Перед побегом она оставила родителям письмо, в котором просила ее не искать и даже прописала несколько вариантов, как им мирно разрешить ситуацию. Но мирно не получилось.
История с угрозами в адрес юриста Магомеда Аламова оказалась очень громкой и беспрецедентной даже для Северного Кавказа. Родные Марины, узнав, кто помогал ей выехать за пределы республики, заявили, что если Магомед не приедет к ним и не убедит Марину вернуться, то убьют и его, и всех его близких, включая пятерых детей. Подобный разговор звучал бы органично, если бы его вели бандюки из 90-х, люди с руками по локоть в крови и богатым криминальным прошлым, но не члены уважаемого семейства, занимающие высокие должности в министерстве здравоохранения и силовых структурах Ингушетии.

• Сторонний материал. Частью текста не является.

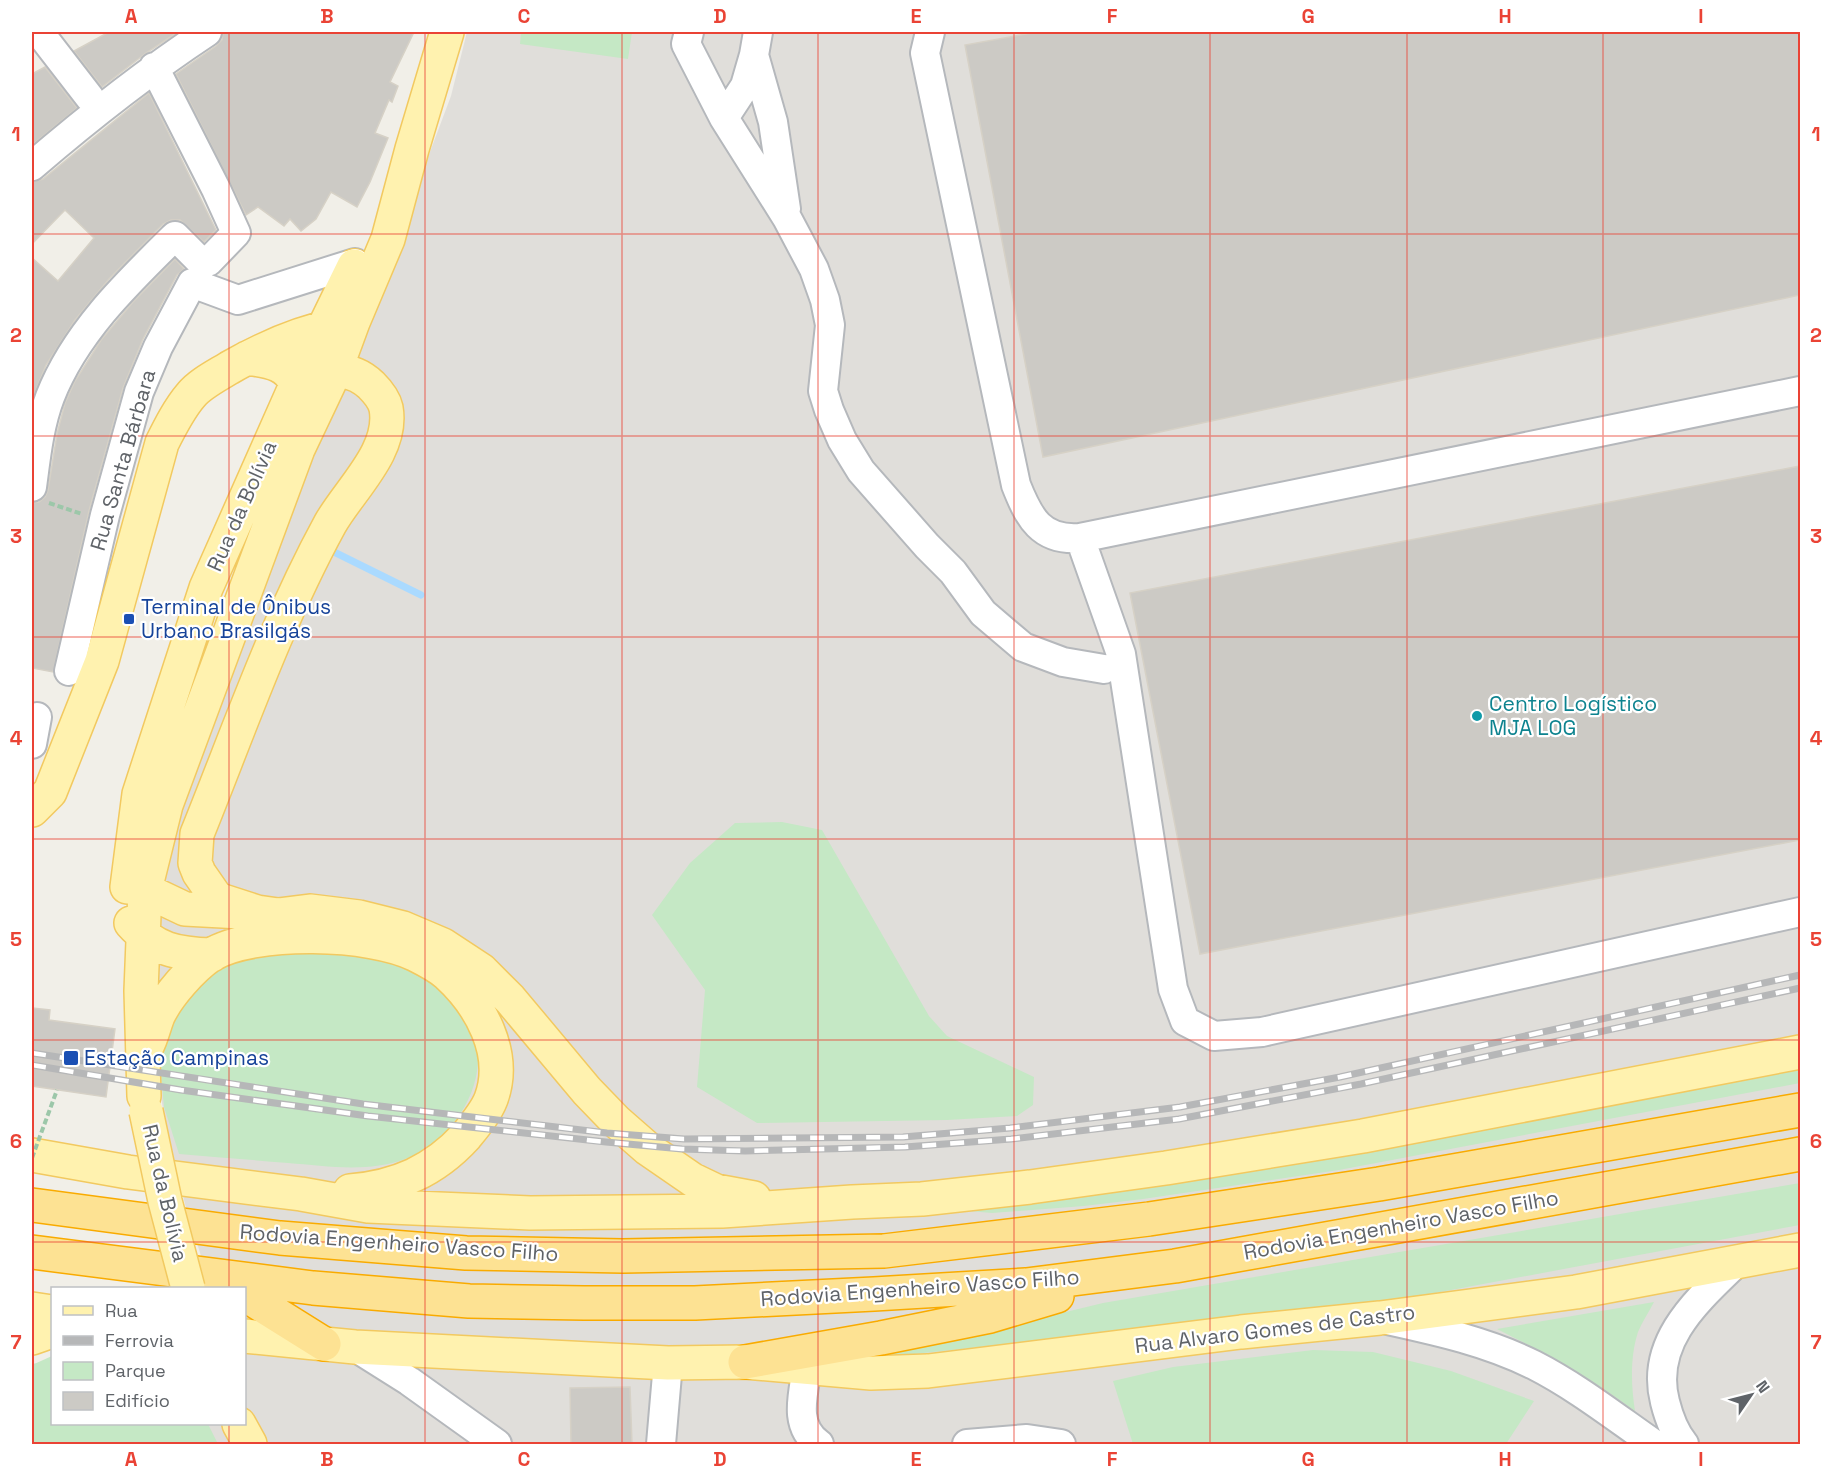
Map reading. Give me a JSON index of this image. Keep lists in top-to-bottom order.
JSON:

Надеюсь, что все мы, кто был вынужден покинуть свои дома, сможем когда-нибудь вернуться, но вернуться уже в другое, новое общество
Свои угрозы они повторили и в разговоре с Мариной, отрывок из которого опубликовала в своем телеграм-канале группа «СК SOS». Больше всего в нем поражает, что никто ничего не опасается. Зная, что беседа наверняка записывается, родственники Марины прямо говорят, что дают ей неделю, чтобы вернуться. Иначе…
— Давай без последствий для людей. Без последствий для нашей семьи. Тихо-мирно отпустим этого человека. У него пятеро детей, тяжелый онкологически больной отец. Маленькие, как котята, дети. Ты же мусульманка, у тебя же есть сердце…

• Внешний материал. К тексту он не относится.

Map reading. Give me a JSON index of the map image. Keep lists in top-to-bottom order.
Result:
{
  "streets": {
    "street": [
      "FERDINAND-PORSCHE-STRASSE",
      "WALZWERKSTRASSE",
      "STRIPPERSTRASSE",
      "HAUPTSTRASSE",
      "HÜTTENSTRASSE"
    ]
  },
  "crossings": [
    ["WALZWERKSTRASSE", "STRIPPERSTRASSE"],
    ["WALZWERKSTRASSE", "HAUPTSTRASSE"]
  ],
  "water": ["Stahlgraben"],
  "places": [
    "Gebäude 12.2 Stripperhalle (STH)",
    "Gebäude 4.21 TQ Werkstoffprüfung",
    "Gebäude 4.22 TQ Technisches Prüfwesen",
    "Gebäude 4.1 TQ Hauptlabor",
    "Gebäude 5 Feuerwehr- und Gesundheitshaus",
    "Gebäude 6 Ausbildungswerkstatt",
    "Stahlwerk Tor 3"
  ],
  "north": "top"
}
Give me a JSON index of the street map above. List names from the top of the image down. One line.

— А тебе нормально, то, что ты мне сейчас озвучиваешь? То, что вы вообще ставите мне ультиматум, что вы человека убьете, если я не вернусь, ты считаешь нормальным?

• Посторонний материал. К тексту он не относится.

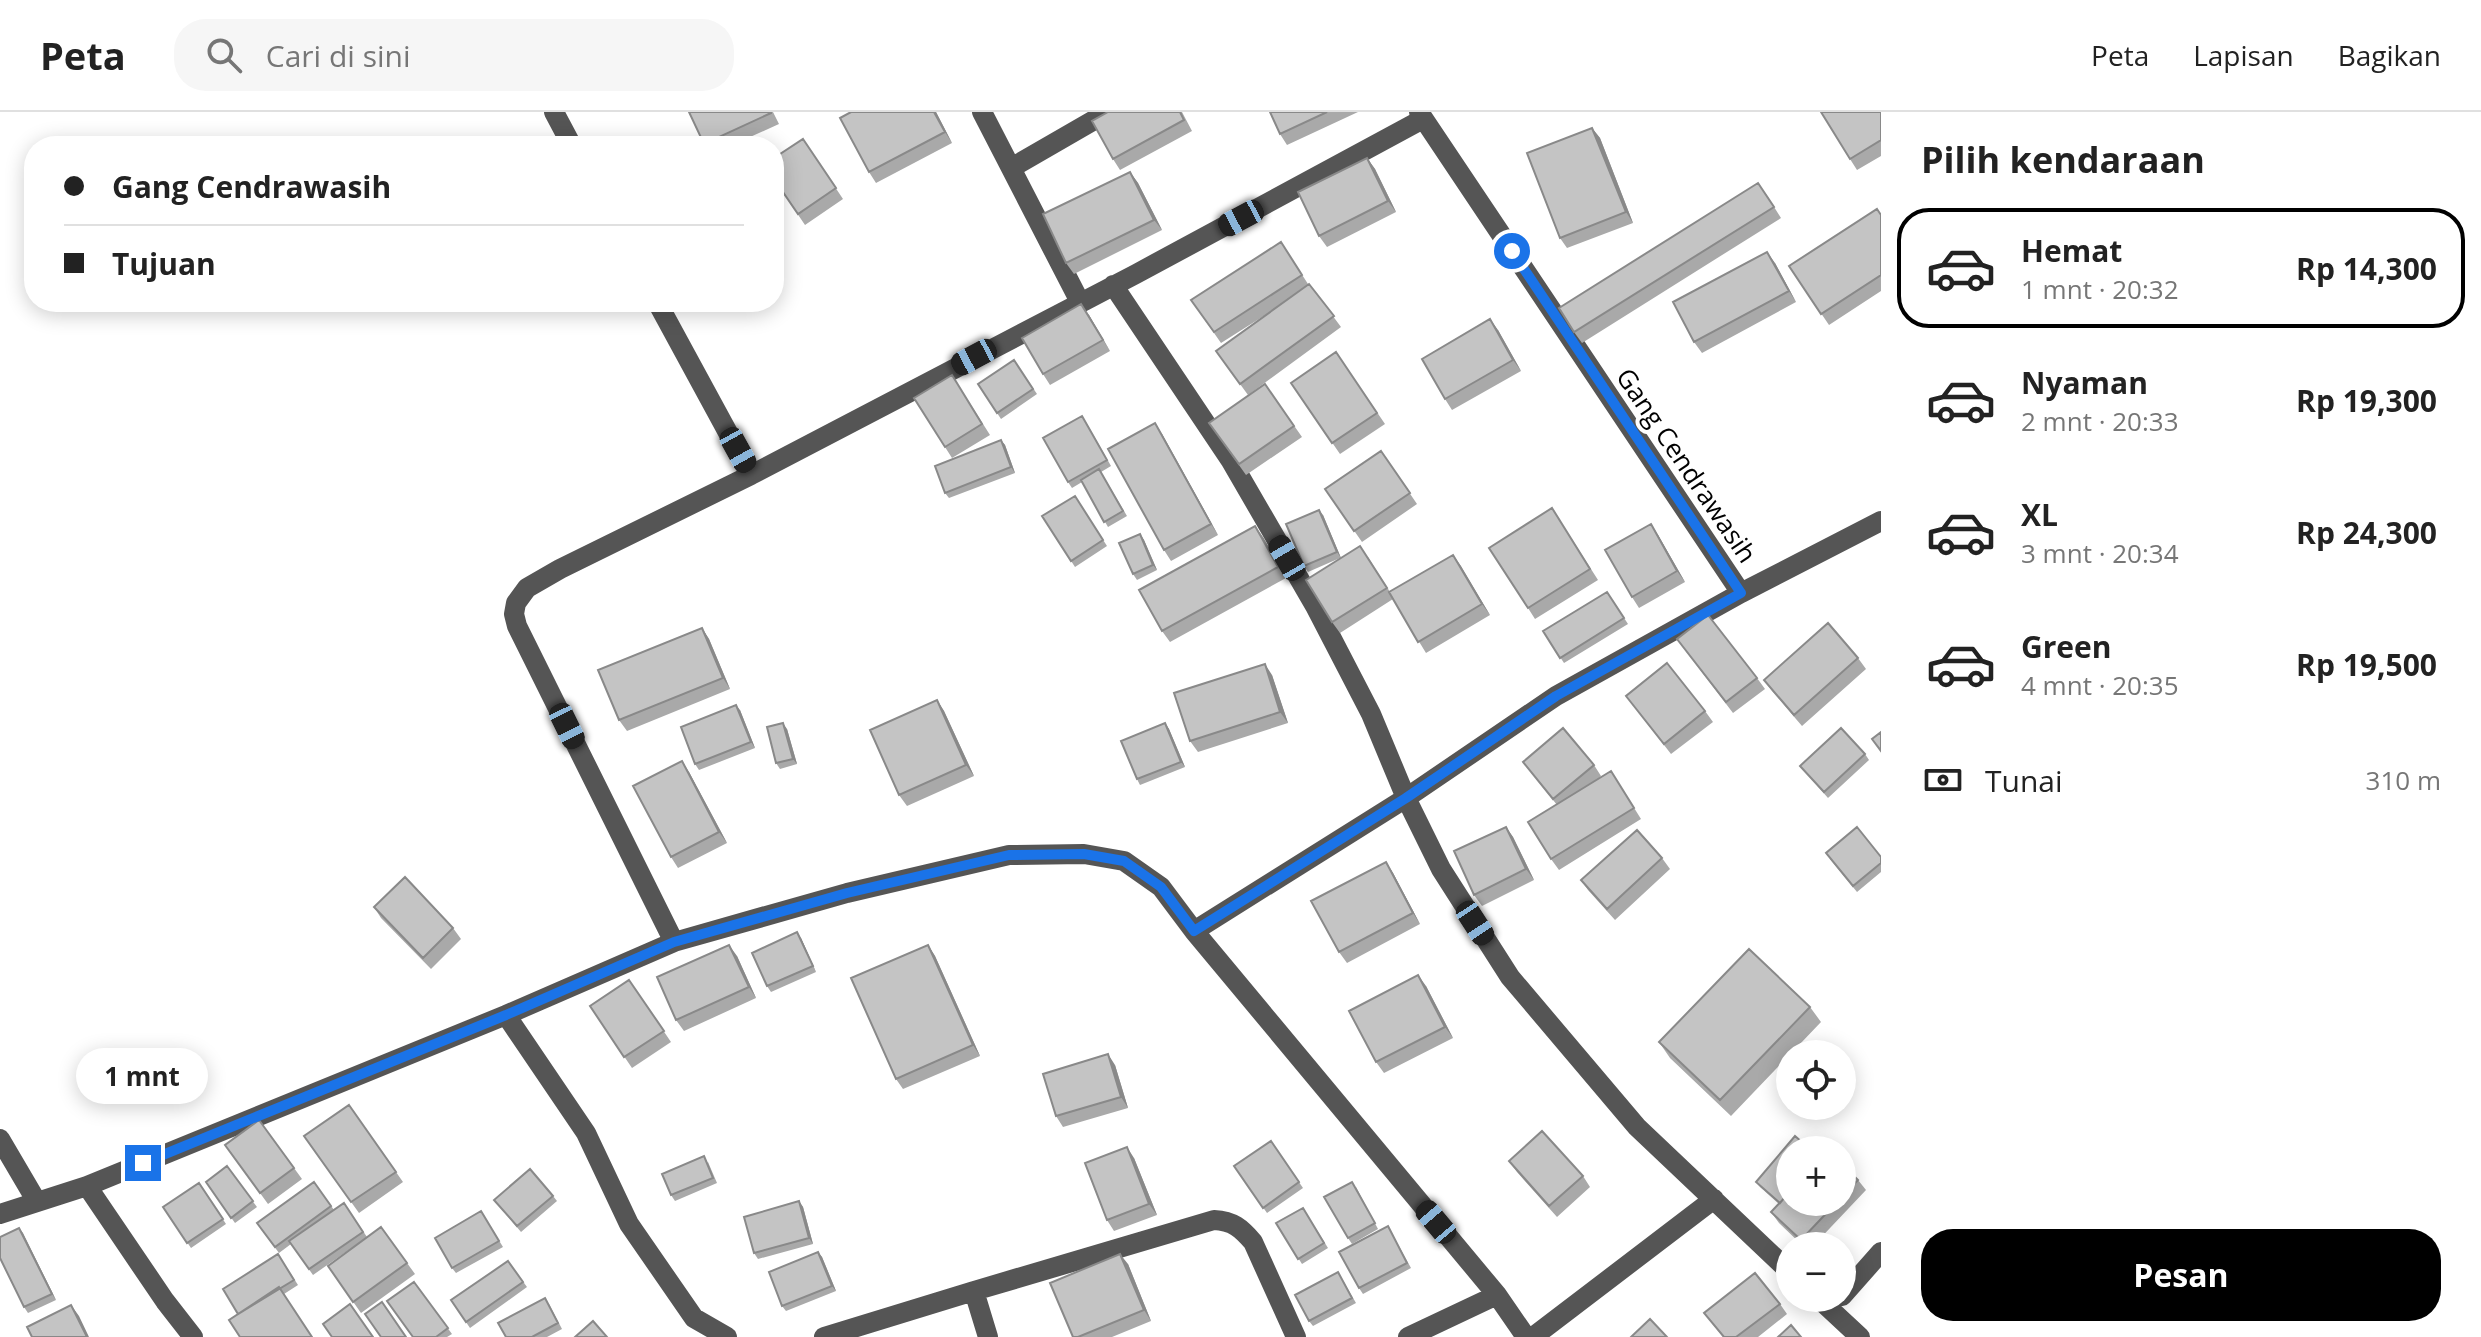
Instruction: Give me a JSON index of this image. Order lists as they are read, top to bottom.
{
  "streets": {
    "street": ["Gang Cendrawasih"]
  },
  "page": {
    "header": "Peta",
    "search": "Cari di sini",
    "nav": ["Peta", "Lapisan", "Bagikan"],
    "heading": "Pilih kendaraan",
    "banner": ["Gang Cendrawasih", "Tujuan"],
    "list": [
      {
        "name": "Hemat",
        "note": "1 mnt · 20:32",
        "value": "Rp 14,300"
      },
      {
        "name": "Nyaman",
        "note": "2 mnt · 20:33",
        "value": "Rp 19,300"
      },
      {
        "name": "XL",
        "note": "3 mnt · 20:34",
        "value": "Rp 24,300"
      },
      {
        "name": "Green",
        "note": "4 mnt · 20:35",
        "value": "Rp 19,500"
      }
    ],
    "pay": ["Tunai", "310 m"],
    "map_buttons": ["+", "−"],
    "bubble": "1 mnt",
    "buttons": "Pesan"
  }
}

— А ты, сука, считаешь нормальным то, что ты делаешь? Марина, смотри… Там не одного человека убьют.
Несмотря на то, семья Марины уже угрожала ее друзьям после первого побега в 2015 году, несмотря на то, что саму ее 7 лет продержали взаперти, она не могла поверить, что ее родные способны даже произнести такое.
Марина не вернулась в Ингушетию, она покинула Россию. Магомеда и его семью не тронули, но и угрозы не отозвали. Никаких последствий для родственников Марины за угрозы расправиться с целой семьей не было. Обращение Марины к уполномоченной по правам человека Татьяне Москальковой, как и обращение члена Совета при президенте РФ по правам человека Евы Меркачевой в МВД и Генпрокуратуру остались без внятного ответа.
Пока Марина не уехала из России ее перемещали из одной кризисной квартиры в другую, она ни в одной долго не задерживалась и находилась в постоянной тревоге. Во время очередного «переезда» ей нужно было пройти самостоятельно небольшое расстояние. Ей писали координаторы, беспокоились. Дошла ли она? Все ли с ней хорошо?
«А я шла в состоянии такой безмятежности, наслаждаясь тем, что впервые за семь лет просто одна иду по улице, – рассказывает Марина. – И считаю так: независимо от того, чем мой побег закончится, в нем был смысл. И надеюсь, что все мы, кто был вынужден покинуть свои дома, сможем когда-нибудь вернуться, но вернуться уже в другое, новое общество. И передо мной стоит вопрос, что мы сейчас можем для этого сделать».